"İçtihat Metni"
MAHKEMESİ: ... Bölge Adliye Mahkemesi 2. Hukuk Dairesi
Taraflar arasındaki boşanma davasından dolayı yapılan yargılama sonunda İlk Derece Mahkemesince hayata kast, kötü muamele veya onur kırıcı davranış hukuki nedenine dayalı boşanma talebinin reddine, evlilik birliğinin temelinden sarsılması nedenine dayalı talebin kabulüne karar verilmiştir.
Kararın taraf vekilleri tarafından istinaf edilmesi üzerine, Bölge Adliye Mahkemesince başvurunun esastan reddine karar verilmiştir.
Bölge Adliye Mahkemesi kararı taraf vekilleri tarafından temyiz edilmekle; kesinlik, süre, temyiz şartı ve diğer usul eksiklikleri yönünden yapılan ön inceleme sonucunda, temyiz dilekçesinin kabulüne karar verildikten ve Tetkik Hâkimi tarafından hazırlanan rapor dinlendikten sonra dosyadaki belgeler incelenip gereği düşünüldü:
I. DAVA
Davacı erkek vekili dava ve cevaba cevap dilekçesinde; davalının, evliliklerinin başından itibaren müvekkilline karşı saygısız davrandığını, iftiralar atarak psikolojik şiddet uyguladığını, evliliğin kendisine yüklediği yükümlülükleri yerine getirmediğini, 4 yıldır tarikata girdiğini, evi ve çocukları ile ilgilenmediğini, çocuklara dini baskılar yaptığını, hayatın olağan akışına aykırı tavsiyelerde bulunduğunu, kız çocuklarının okula gitmesine karşı çıktığını, müvekkilinin karşı çıkmasına rağmen müvekkilinden habersiz 4 günlük tarikat gezilerine gittiğini, müvekkilinin, yeğeninin eşi ile ilişkisi olduğu ve müşterek çocuklara cinsel istismarda bulunduğu yönünde iftira attığını, toplum nezdinde müvekkilini küçük düşürdüğünü hatta müvekkilinin cezai soruşturma geçirmesine neden olduğunu, müvekkilini öldürmek istediği ve bu konuda planlamalar yaptığını iddia ederek 4721 sayılı Türk Medeni Kanunu'nun (4721 sayılı Kanun) 162 nci maddesi hükümleri gereğince Hayata kast, pek kötü veya onur kırıcı davranış hukuki nedeni ile boşanmalarına aksi halde tarafların evlilik birliğinin temelinden sarsılması nedenine dayalı olarak 4721 sayılı Kanun'un 166 ncı maddesinin birinci fıkrası uyarınca boşanmalarına, 100.000,00 TL maddî 200.000,00 TL manevî tazminata, müşterek çocukların velâyetinin kendisine verilmesine karar verilmesini talep ve dava etmiştir.
II. CEVAP
Davalı kadın vekili cevap dilekçesinde; davacı erkeğin iddialarının asılsız olduğunu, eşini sevdiğini ve boşanmak istemediğini davanın reddini ve müşterek çocukların velâyetini talep etmiştir.

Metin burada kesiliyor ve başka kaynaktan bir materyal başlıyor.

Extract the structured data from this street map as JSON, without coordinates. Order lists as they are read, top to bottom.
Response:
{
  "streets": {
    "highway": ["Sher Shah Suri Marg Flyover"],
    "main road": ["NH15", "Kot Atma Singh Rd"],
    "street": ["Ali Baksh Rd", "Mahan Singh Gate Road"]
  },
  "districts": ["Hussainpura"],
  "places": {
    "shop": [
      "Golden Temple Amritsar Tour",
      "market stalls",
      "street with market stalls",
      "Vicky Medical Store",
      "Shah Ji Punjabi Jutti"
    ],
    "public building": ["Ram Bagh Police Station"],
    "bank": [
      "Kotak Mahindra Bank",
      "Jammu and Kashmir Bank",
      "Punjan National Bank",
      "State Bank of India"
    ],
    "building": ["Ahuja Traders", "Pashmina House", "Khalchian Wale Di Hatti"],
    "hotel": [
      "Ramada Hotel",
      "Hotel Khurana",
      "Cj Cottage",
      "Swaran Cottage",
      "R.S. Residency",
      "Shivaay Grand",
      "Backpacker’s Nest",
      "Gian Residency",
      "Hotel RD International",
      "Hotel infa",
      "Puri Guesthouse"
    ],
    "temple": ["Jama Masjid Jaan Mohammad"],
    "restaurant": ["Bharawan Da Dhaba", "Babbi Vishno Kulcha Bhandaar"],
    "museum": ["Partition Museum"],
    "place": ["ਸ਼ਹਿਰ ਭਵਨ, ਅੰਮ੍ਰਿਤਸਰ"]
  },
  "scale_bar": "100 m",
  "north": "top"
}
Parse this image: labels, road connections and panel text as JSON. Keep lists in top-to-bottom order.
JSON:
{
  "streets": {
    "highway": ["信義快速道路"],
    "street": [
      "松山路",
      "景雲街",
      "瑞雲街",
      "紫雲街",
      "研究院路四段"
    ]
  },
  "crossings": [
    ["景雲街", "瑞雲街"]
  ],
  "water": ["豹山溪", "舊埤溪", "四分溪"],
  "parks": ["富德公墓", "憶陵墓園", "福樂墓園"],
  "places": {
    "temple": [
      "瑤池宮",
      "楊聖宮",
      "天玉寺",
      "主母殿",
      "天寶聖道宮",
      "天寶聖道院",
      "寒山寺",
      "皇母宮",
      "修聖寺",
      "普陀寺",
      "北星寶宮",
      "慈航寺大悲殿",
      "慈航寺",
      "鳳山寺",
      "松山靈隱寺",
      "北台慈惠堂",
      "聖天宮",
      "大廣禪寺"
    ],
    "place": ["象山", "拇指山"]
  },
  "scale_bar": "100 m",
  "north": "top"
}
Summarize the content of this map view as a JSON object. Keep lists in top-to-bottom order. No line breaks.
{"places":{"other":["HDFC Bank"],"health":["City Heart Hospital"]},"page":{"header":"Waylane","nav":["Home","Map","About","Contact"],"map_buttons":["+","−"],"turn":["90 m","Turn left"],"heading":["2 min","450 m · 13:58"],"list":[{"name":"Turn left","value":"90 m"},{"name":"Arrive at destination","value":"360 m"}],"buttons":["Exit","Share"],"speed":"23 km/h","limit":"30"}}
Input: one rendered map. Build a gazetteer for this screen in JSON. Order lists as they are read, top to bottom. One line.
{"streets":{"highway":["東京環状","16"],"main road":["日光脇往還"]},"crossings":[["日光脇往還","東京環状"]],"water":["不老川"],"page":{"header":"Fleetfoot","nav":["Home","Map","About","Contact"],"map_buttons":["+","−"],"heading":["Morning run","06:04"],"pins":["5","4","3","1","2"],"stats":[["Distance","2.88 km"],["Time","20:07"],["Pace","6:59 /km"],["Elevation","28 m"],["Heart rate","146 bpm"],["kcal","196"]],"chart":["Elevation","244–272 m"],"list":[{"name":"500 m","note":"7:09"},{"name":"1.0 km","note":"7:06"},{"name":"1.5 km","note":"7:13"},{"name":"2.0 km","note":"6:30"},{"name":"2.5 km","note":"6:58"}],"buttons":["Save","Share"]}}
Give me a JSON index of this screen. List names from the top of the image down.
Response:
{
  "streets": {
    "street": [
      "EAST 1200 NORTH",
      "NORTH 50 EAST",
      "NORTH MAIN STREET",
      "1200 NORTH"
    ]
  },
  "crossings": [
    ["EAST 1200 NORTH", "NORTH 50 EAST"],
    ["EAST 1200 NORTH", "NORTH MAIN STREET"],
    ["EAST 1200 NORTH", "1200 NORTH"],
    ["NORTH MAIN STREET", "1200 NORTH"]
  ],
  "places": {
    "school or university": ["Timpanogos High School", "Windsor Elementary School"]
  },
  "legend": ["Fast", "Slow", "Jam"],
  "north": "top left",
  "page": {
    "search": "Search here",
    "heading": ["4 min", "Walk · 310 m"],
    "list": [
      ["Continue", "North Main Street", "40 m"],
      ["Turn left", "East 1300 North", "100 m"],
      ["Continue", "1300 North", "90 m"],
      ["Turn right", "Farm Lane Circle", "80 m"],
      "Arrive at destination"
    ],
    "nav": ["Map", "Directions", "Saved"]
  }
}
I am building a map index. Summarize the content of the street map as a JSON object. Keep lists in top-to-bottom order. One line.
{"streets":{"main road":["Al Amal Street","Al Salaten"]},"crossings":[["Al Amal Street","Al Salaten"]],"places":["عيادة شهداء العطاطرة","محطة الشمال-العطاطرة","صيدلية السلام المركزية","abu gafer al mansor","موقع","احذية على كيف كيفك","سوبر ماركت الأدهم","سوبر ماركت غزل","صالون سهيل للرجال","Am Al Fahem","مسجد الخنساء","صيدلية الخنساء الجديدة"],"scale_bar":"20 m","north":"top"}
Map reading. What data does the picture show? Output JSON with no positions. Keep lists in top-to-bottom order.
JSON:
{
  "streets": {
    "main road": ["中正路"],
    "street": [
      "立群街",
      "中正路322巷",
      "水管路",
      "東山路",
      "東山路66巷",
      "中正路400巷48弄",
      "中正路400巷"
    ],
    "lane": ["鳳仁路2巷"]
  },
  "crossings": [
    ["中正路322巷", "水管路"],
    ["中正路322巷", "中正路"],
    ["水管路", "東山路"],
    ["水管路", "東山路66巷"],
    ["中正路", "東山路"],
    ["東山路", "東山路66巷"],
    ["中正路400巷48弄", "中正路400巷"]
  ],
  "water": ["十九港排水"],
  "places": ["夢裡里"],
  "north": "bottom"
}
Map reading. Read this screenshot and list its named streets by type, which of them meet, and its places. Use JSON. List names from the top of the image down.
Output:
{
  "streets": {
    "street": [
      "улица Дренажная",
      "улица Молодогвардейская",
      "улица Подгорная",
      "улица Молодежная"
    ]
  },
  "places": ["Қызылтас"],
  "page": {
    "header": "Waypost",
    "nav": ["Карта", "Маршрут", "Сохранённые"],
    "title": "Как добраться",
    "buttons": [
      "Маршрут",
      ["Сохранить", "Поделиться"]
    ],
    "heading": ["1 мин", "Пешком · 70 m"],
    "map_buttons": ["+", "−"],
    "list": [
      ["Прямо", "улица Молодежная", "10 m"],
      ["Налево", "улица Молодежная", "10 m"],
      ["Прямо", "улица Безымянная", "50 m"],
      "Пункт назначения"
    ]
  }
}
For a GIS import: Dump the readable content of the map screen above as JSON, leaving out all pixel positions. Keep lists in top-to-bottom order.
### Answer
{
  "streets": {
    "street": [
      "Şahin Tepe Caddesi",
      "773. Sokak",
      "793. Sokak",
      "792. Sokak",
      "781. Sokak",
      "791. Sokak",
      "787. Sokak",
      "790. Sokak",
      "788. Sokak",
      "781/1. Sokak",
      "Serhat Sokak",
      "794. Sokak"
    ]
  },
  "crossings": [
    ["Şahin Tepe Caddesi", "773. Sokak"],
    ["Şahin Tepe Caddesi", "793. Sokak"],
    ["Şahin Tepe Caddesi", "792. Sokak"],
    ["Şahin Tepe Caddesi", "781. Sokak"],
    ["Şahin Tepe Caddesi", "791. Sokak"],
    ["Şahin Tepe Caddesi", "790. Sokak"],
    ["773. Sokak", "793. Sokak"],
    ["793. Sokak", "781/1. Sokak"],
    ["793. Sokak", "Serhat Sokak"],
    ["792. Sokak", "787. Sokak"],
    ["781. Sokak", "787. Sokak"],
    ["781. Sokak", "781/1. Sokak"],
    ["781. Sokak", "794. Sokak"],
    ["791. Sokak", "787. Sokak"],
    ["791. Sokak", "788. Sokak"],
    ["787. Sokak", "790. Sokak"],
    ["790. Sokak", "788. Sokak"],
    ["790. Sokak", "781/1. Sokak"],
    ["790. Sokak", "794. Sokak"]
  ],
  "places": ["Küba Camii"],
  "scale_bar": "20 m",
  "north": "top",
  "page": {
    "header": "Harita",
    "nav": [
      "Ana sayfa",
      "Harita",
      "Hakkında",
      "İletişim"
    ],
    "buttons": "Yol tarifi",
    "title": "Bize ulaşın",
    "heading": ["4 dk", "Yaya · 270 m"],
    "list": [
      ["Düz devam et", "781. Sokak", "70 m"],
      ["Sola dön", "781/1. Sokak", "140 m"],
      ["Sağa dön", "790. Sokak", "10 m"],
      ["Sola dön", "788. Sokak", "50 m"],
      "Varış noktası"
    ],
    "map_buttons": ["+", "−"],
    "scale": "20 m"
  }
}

III. İLK DERECE MAHKEMESİ KARARI
İlk Derece Mahkemesinin yukarıda tarih ve sayısı belirtilen kararı ile; davalı kadının ağırlıklı olarak dini referanslarla hareket ettiği, müşterek çocuklarına da bu konuda baskı uyguladığı, eşine, müşterek çocuklarına cinsel istismarda bulunduğu şeklinde ağır ithamlarda bunduğu, ancak davacı erkeğin bu konuyla ilgili herhangi bir ceza almadığı, çocuklarının eğitim görmesini istemediği ve eşinin rızasını aramadan tarikat gezisine çıktığı gerekçesi ile davacının hayata kast ve kötü muamele veya onur kırıcı davranış nedeniyle açmış olduğu davanın reddine, davanın kabulü ile tarafların evlilik birliğinin sarsılması nedeniyle boşanmalarına, tarafların müşterek çocukları Yusuf Onur, Ebrar ve ...'un velâyet haklarının davacı babaya verilmesine, davacı lehine 10.000,00 TL maddî, 10.000,00 TL manevî tazminata, müşterek konutun davacı ve müşterek çocuklara özgülenmesine karar verilmiştir.
IV. İSTİNAF
A. İstinaf Yoluna Başvuranlar
İlk Derece Mahkemesinin yukarıda belirtilen kararına karşı süresi içinde taraf vekilleri istinaf başvurusunda bulunmuştur.
B. İstinaf Sebepleri
1. Davacı erkek vekili istinaf dilekçesinde; hayata kast ve kötü muamele veya onur kırıcı davranış nedeniyle açmış oldukları davanın kabulüne karar verilmesi gerektiğini, velâyet hakkı elinde olmayan ile çocuklar arasında kişisel ilişki tesisinde yatılılık hususunun kaldırılması gerektiğini, hükmedilen maddî ve manevî tazminat miktarının az olduğunu beyan ederek İlk Derece Mahkemesi kararının kaldırılmasını ve talepleri doğrultusunda karar verilmesini talep etmiştir.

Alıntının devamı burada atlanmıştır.